Der Hauptteil befasst sich mit dem Leben Nabokovs, der Zusammenfassung seines Romans Pnin sowie dem Nachweis der heiligen Züge des Protagonisten durch Textbelege.
Durch welche Schlüsselwörter lässt sich die Arbeit charakterisieren?
Wichtige Begriffe sind unter anderem Legende, Heiligenlegende, Nabokov, Pnin, imitatio, Tugend und Exilliteratur.
Warum wird Pnin als „Heiliger“ bezeichnet?
Trotz seiner persönlichen Verluste und seiner äußeren Trotteligkeit bewahrt Pnin eine unschuldige, reine Seele und zeigt eine unbeirrbare moralische Integrität sowie Hilfsbereitschaft.
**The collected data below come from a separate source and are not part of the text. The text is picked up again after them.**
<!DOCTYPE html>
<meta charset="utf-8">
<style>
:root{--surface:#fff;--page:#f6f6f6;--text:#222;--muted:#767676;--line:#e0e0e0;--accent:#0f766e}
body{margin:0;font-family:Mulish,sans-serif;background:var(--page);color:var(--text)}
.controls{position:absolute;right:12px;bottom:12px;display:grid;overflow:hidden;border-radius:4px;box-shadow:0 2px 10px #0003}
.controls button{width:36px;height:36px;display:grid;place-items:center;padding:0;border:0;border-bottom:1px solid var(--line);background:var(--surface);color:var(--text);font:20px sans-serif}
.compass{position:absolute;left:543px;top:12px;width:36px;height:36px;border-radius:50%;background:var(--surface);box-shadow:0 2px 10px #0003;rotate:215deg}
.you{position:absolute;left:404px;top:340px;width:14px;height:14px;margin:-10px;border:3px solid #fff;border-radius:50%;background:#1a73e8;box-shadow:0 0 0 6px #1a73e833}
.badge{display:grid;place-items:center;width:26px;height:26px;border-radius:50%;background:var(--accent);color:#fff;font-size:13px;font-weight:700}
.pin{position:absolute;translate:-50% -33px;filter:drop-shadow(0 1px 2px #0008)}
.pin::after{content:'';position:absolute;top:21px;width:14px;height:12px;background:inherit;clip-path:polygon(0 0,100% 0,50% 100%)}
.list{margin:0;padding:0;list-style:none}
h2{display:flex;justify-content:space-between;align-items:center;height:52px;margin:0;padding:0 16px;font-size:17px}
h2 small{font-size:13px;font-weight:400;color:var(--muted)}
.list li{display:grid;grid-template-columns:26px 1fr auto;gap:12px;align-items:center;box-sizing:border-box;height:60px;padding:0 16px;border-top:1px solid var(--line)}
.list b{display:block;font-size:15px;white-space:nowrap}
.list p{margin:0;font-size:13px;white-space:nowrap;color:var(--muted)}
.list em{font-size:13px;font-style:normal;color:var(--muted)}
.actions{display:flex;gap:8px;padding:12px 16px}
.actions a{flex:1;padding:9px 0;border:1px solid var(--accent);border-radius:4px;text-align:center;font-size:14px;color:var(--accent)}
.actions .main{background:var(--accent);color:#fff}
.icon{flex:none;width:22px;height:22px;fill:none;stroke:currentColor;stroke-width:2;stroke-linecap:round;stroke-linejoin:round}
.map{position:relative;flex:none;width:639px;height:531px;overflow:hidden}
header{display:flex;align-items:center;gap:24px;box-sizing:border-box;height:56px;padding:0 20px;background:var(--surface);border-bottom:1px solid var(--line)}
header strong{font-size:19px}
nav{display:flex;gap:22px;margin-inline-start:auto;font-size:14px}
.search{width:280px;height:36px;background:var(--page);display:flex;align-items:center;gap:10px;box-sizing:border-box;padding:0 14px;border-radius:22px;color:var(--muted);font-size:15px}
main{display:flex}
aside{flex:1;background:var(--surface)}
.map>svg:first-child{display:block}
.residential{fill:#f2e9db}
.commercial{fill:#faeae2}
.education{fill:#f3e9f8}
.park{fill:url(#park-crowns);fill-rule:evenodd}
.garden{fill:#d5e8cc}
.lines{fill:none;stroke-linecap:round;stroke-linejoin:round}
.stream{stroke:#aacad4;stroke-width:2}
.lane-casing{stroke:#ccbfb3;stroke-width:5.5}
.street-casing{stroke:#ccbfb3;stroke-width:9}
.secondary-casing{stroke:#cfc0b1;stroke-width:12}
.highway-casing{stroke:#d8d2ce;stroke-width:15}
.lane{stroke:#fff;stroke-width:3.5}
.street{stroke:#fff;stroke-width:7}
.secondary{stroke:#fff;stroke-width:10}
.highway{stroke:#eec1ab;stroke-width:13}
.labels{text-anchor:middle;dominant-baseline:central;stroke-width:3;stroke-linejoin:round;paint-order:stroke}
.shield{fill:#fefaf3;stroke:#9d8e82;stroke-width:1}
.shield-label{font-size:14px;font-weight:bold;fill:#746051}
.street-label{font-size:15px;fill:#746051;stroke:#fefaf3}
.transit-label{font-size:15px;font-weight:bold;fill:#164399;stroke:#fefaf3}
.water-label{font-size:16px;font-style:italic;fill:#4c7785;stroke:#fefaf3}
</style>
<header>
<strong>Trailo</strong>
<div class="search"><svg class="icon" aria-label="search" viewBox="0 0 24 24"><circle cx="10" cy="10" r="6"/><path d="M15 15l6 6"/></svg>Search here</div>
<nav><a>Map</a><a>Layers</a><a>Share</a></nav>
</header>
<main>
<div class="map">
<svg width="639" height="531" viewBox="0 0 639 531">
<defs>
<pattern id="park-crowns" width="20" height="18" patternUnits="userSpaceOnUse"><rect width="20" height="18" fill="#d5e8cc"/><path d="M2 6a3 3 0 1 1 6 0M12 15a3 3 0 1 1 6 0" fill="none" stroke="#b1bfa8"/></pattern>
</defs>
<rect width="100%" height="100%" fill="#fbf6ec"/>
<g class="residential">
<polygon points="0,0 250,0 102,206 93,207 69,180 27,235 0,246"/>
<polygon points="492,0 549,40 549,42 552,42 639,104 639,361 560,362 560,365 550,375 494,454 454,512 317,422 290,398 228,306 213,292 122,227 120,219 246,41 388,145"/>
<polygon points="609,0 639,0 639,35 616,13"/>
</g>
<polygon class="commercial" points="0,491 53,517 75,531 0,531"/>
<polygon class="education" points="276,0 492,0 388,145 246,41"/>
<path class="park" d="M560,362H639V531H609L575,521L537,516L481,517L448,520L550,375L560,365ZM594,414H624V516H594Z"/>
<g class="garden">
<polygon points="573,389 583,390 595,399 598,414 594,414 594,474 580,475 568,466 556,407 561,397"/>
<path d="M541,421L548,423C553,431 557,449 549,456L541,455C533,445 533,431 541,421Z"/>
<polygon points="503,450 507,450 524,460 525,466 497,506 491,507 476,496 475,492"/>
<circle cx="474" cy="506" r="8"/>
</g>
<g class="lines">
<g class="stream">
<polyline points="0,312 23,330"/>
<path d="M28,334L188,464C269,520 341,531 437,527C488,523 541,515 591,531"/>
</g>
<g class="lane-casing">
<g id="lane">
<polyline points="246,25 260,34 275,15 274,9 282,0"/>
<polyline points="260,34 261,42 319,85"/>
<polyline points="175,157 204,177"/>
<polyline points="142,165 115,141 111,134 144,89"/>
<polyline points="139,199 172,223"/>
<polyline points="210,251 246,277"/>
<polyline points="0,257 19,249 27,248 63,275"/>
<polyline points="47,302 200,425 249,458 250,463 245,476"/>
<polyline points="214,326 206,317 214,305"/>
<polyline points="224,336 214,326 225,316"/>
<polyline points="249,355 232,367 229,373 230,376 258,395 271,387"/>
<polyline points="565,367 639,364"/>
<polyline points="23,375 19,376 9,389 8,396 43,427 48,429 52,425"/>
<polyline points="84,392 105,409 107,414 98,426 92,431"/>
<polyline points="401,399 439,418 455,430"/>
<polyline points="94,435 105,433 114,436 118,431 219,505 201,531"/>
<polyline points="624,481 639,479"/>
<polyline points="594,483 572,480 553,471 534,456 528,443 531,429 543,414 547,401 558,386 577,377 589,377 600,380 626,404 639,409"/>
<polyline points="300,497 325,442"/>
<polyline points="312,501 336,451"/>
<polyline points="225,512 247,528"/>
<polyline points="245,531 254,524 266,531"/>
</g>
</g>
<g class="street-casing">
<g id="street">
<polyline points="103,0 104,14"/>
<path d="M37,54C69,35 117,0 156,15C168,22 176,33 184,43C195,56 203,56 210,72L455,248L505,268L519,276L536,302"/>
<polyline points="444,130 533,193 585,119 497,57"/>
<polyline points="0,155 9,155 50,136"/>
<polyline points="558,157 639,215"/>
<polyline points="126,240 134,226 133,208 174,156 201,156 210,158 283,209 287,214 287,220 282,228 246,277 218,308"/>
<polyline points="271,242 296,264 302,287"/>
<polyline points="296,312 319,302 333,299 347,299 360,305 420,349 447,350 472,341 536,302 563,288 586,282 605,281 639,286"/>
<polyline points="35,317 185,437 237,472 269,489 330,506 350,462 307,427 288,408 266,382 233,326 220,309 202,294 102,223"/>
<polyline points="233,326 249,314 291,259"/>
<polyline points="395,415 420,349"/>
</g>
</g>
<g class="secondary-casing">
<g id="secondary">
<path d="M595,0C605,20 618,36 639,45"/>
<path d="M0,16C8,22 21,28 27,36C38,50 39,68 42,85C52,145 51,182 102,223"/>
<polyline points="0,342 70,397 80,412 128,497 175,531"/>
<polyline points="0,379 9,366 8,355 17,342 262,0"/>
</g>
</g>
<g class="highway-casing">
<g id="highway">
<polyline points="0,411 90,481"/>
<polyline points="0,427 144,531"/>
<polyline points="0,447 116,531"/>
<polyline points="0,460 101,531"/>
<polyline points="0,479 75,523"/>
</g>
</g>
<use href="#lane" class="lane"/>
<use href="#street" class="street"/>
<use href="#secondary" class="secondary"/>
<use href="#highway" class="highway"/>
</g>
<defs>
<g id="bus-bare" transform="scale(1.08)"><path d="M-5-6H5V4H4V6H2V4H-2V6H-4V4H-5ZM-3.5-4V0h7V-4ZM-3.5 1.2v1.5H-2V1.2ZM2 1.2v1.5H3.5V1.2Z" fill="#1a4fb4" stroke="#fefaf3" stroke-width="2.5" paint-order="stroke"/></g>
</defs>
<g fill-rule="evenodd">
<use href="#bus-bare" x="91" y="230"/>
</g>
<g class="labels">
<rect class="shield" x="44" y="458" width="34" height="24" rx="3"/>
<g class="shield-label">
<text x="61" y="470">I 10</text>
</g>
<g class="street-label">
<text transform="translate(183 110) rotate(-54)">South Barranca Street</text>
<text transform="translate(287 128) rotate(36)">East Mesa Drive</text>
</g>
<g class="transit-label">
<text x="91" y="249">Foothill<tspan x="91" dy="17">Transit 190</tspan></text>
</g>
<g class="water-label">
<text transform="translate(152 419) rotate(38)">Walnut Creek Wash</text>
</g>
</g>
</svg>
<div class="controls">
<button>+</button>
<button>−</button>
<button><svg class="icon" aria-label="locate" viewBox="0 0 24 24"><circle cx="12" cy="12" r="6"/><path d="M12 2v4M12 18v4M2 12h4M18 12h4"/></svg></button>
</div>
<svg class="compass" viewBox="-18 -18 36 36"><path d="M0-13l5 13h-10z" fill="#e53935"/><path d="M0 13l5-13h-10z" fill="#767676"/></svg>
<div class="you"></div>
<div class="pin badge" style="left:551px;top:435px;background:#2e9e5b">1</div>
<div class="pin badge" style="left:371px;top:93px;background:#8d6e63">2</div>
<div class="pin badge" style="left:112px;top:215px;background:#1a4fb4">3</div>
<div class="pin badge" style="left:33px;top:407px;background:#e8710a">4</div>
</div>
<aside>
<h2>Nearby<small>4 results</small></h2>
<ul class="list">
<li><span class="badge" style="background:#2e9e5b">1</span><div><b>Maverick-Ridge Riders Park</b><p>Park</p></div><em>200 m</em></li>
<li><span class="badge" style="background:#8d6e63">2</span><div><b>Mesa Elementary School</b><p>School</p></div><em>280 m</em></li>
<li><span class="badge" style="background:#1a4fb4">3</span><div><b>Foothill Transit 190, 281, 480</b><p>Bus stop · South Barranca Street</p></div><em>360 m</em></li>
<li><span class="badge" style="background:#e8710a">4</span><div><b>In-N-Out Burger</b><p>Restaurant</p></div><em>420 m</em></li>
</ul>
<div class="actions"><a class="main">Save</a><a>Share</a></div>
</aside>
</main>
Welche Bedeutung haben die „Visionen“ in Pnins Leben?
Die sogenannten „Herzattacken“, die der Protagonist erlebt, fungieren als literarische Methode des Autors, um klare Erinnerungen an Pnins Vergangenheit abzurufen und seinen Leidensweg zu verdeutlichen.
Wie bewerten Nebenfiguren den Protagonisten?
Interessanterweise bezeichnen sowohl eine Putzfrau im Roman als auch seine Ex-Frau Lisa Pnin unabhängig voneinander als „Heiligen“.